Saved data entries
------------------------------
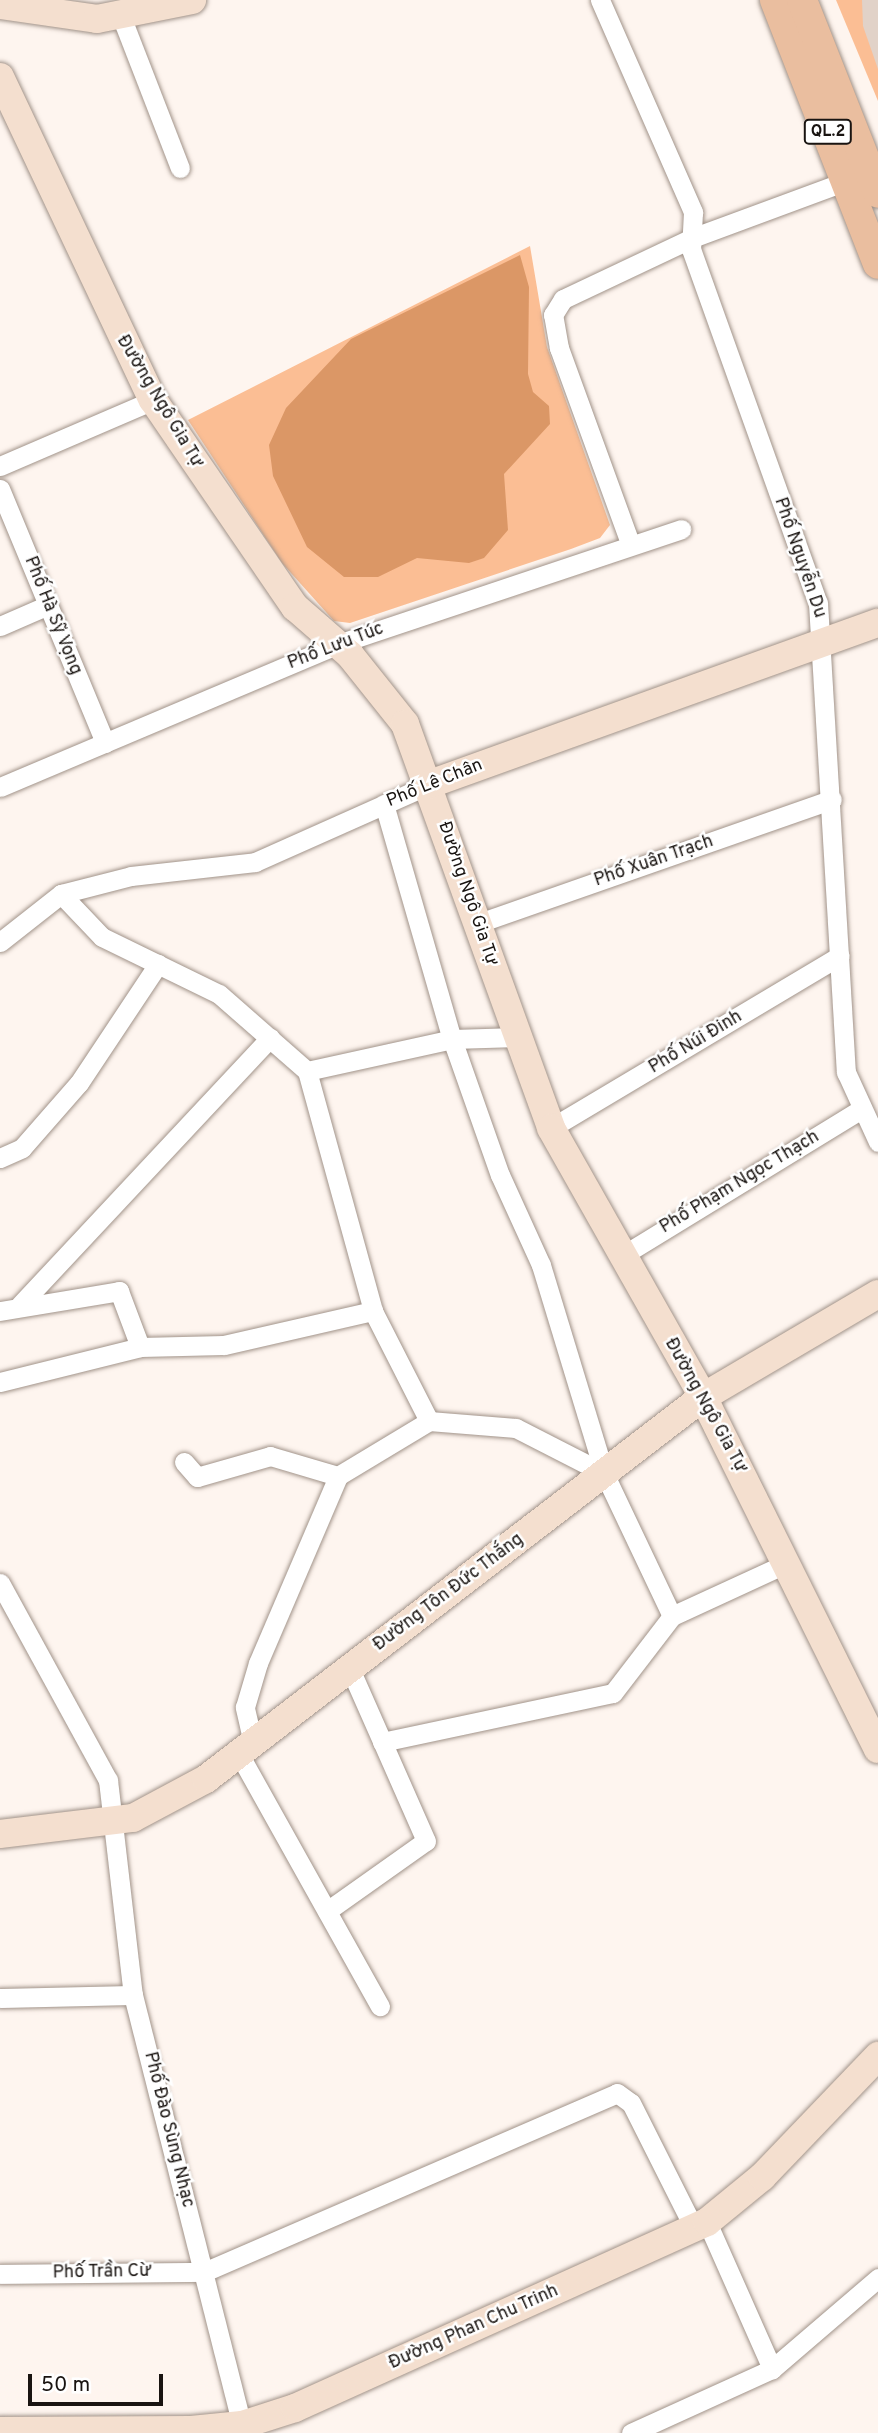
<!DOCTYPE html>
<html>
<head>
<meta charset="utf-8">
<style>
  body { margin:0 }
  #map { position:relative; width:878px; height:2433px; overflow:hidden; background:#fef5ef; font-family:Overpass,sans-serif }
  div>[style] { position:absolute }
  .green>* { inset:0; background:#fbbe94 }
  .water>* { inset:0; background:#db9766 }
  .building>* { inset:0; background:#e1d2c8 }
  .roads { filter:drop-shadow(0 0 2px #a19389) drop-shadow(0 0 2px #a19389) }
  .street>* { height:19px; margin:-9.5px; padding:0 9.5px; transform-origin:9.5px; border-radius:9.5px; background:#fff }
  .secondary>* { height:28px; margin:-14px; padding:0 14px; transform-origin:14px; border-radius:14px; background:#f4dfcf }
  .primary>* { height:30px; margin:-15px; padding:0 15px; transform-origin:15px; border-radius:15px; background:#eabe9f }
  span { translate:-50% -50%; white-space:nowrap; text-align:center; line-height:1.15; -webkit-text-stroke:5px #fff; paint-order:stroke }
  .shield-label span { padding:2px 5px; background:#fff; border:2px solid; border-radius:5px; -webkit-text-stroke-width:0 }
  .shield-label { font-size:16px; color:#191411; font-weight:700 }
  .street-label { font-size:18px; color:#191411 }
  .scale { position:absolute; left:28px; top:2374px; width:135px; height:32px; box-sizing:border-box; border:4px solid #191411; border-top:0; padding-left:9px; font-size:21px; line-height:24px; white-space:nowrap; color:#191411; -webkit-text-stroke:5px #fff; paint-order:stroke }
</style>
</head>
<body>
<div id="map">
  <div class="green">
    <div style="clip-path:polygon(836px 0,878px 0,878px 101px)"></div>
    <div style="clip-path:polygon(530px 246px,547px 347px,610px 525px,600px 538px,571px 549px,350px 623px,334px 621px,282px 563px,188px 420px)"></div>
  </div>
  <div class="water">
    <div style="clip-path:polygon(520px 255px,529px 287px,528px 374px,533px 392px,549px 406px,550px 424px,504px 474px,508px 530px,484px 558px,469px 563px,417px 558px,378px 577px,344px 577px,307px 547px,273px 476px,269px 445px,286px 408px,351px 339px)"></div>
  </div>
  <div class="building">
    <div style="clip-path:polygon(862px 0,878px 0,878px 69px,863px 26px)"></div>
  </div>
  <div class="roads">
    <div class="street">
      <div style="left:600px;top:0;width:232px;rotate:66.3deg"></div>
      <div style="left:693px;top:212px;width:37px;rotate:93deg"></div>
      <div style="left:691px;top:249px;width:376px;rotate:70.3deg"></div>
      <div style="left:818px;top:603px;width:470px;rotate:86.6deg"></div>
      <div style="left:846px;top:1072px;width:77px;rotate:65.4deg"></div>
      <div style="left:121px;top:16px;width:163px;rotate:68.8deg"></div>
      <div style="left:0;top:466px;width:167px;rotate:-23.3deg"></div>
      <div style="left:0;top:489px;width:275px;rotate:67.5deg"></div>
      <div style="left:630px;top:543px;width:208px;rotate:-110deg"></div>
      <div style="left:559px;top:348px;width:34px;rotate:-100deg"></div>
      <div style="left:553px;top:315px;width:19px;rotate:-58deg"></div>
      <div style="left:563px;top:299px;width:143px;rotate:-25.3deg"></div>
      <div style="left:692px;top:238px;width:164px;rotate:-20.3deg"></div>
      <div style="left:0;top:626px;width:52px;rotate:-23.6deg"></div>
      <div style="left:0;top:787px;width:367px;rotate:-22.9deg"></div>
      <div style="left:338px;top:644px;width:362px;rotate:-18.5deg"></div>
      <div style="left:384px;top:804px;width:245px;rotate:73.9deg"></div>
      <div style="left:452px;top:1039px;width:144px;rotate:70.6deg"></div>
      <div style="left:500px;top:1175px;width:99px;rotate:65.5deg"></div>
      <div style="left:541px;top:1265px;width:217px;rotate:73.1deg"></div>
      <div style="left:604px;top:1473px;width:158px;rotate:64.6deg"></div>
      <div style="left:672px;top:1616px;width:127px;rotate:-24.7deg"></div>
      <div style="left:61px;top:894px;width:59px;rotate:46.4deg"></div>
      <div style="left:102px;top:937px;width:130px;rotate:26deg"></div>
      <div style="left:219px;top:994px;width:117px;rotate:41.2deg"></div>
      <div style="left:307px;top:1071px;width:249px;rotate:74.6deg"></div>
      <div style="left:373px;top:1311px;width:123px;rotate:63deg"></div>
      <div style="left:429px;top:1421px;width:87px;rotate:4.6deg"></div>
      <div style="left:516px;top:1428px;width:99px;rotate:27.1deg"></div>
      <div style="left:476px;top:924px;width:377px;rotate:-19.3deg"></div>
      <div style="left:0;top:942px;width:78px;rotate:-38.2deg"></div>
      <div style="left:61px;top:894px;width:72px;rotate:-14.4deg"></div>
      <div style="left:131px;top:876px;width:125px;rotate:-6.4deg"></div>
      <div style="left:255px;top:862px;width:192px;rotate:-24deg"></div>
      <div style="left:307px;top:1071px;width:148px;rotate:-12.4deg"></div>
      <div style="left:452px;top:1039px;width:66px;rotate:-1.7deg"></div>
      <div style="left:551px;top:1128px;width:336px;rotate:-30.8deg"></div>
      <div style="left:0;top:1158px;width:24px;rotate:-24deg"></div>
      <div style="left:22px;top:1148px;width:86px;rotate:-48.8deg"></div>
      <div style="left:79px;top:1083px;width:143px;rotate:-56.4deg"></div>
      <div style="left:620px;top:1257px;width:281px;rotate:-31.5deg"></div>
      <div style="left:20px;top:1305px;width:366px;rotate:-46.9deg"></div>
      <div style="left:0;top:1311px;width:121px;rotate:-9.5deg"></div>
      <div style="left:119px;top:1291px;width:60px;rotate:69.4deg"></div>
      <div style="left:0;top:1382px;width:144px;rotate:-14deg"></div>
      <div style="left:140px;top:1347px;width:84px;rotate:-1.4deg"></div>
      <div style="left:224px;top:1345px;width:153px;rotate:-12.9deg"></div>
      <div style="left:184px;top:1462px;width:20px;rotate:49deg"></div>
      <div style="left:197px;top:1477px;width:76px;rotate:-16deg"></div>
      <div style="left:270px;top:1456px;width:71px;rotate:16.4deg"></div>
      <div style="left:0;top:1583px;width:225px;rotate:61.3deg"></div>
      <div style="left:108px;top:1780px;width:216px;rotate:83.4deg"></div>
      <div style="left:133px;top:1995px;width:452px;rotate:75.8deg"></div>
      <div style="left:382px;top:1742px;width:236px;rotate:-12deg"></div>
      <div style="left:613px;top:1693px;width:97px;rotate:-52.5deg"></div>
      <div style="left:253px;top:1743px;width:37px;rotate:-103deg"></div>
      <div style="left:245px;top:1707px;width:46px;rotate:-73.5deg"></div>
      <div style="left:258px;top:1663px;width:203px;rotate:-66.8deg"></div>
      <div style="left:338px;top:1476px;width:106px;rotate:-31.1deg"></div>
      <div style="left:239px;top:1754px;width:289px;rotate:60.8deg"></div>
      <div style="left:327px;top:1911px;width:121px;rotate:-35.3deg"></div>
      <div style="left:426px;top:1841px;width:188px;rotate:-113.8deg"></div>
      <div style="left:0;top:1998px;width:133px;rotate:-1.3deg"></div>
      <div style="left:707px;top:2222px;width:161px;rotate:66.1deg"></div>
      <div style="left:0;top:2274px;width:204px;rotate:-0.6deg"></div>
      <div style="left:204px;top:2272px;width:450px;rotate:-23.4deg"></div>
      <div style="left:617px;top:2093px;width:17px;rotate:36deg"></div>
      <div style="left:631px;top:2103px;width:140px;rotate:63.3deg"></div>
      <div style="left:631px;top:2433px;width:155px;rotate:-24.4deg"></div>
      <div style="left:772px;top:2369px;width:140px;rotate:-40.6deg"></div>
    </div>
    <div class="secondary">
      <div style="left:0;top:5px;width:98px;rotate:8.2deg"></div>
      <div style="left:97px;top:19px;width:97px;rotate:-11.3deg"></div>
      <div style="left:0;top:77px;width:357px;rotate:64.7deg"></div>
      <div style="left:153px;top:400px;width:251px;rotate:55.6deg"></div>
      <div style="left:295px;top:607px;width:73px;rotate:41.1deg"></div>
      <div style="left:350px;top:655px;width:88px;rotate:51.4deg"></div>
      <div style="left:405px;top:724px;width:430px;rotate:70.1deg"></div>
      <div style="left:551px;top:1128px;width:309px;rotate:60.5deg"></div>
      <div style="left:703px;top:1397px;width:393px;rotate:63.6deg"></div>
      <div style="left:430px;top:784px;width:476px;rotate:-19.8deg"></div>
      <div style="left:0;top:1834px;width:134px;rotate:-6.9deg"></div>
      <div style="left:133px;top:1818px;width:83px;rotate:-28.1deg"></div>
      <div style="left:206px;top:1779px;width:627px;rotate:-37.55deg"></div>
      <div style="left:703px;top:1397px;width:203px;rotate:-30.5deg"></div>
      <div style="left:0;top:2431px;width:191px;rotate:-0.3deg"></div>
      <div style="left:191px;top:2430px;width:51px;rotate:-5.6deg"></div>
      <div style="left:242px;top:2425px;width:56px;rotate:-17.8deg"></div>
      <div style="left:295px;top:2408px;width:452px;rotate:-24.3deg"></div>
      <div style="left:707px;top:2222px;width:71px;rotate:-39.3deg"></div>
      <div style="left:762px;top:2177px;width:168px;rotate:-46.2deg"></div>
    </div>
    <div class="primary">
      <div style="left:775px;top:0;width:283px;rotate:68.7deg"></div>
      <div style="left:802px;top:0;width:207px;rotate:68.5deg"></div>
    </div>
  </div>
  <div class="shield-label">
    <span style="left:828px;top:132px">QL.2</span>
  </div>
  <div class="street-label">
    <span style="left:159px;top:402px;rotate:59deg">Đường Ngô Gia Tự</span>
    <span style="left:799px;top:558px;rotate:71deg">Phố Nguyễn Du</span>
    <span style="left:52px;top:616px;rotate:68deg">Phố Hà Sỹ Vọng</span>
    <span style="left:336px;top:647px;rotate:-21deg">Phố Lưu Túc</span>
    <span style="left:435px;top:784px;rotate:-22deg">Phố Lê Chân</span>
    <span style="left:654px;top:862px;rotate:-19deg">Phố Xuân Trạch</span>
    <span style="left:467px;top:894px;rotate:71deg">Đường Ngô Gia Tự</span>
    <span style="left:696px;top:1043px;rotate:-31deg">Phố Núi Đinh</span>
    <span style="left:740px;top:1183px;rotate:-31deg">Phố Phạm Ngọc Thạch</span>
    <span style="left:705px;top:1406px;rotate:61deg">Đường Ngô Gia Tự</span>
    <span style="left:449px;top:1593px;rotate:-37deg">Đường Tôn Đức Thắng</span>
    <span style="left:168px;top:2130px;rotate:76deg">Phố Đào Sùng Nhạc</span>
    <span style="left:102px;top:2273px;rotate:-1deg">Phố Trần Cừ</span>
    <span style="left:474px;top:2328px;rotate:-24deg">Đường Phan Chu Trinh</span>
  </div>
  <div class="scale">50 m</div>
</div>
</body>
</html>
------------------------------
● What you need to do
What you give back should be exactly the lines from the top of the data above down to and including the line with "filter:drop-shadow(0 0 2px", minus any pictures.

● Answer space
<!DOCTYPE html>
<html>
<head>
<meta charset="utf-8">
<style>
  body { margin:0 }
  #map { position:relative; width:878px; height:2433px; overflow:hidden; background:#fef5ef; font-family:Overpass,sans-serif }
  div>[style] { position:absolute }
  .green>* { inset:0; background:#fbbe94 }
  .water>* { inset:0; background:#db9766 }
  .building>* { inset:0; background:#e1d2c8 }
  .roads { filter:drop-shadow(0 0 2px #a19389) drop-shadow(0 0 2px #a19389) }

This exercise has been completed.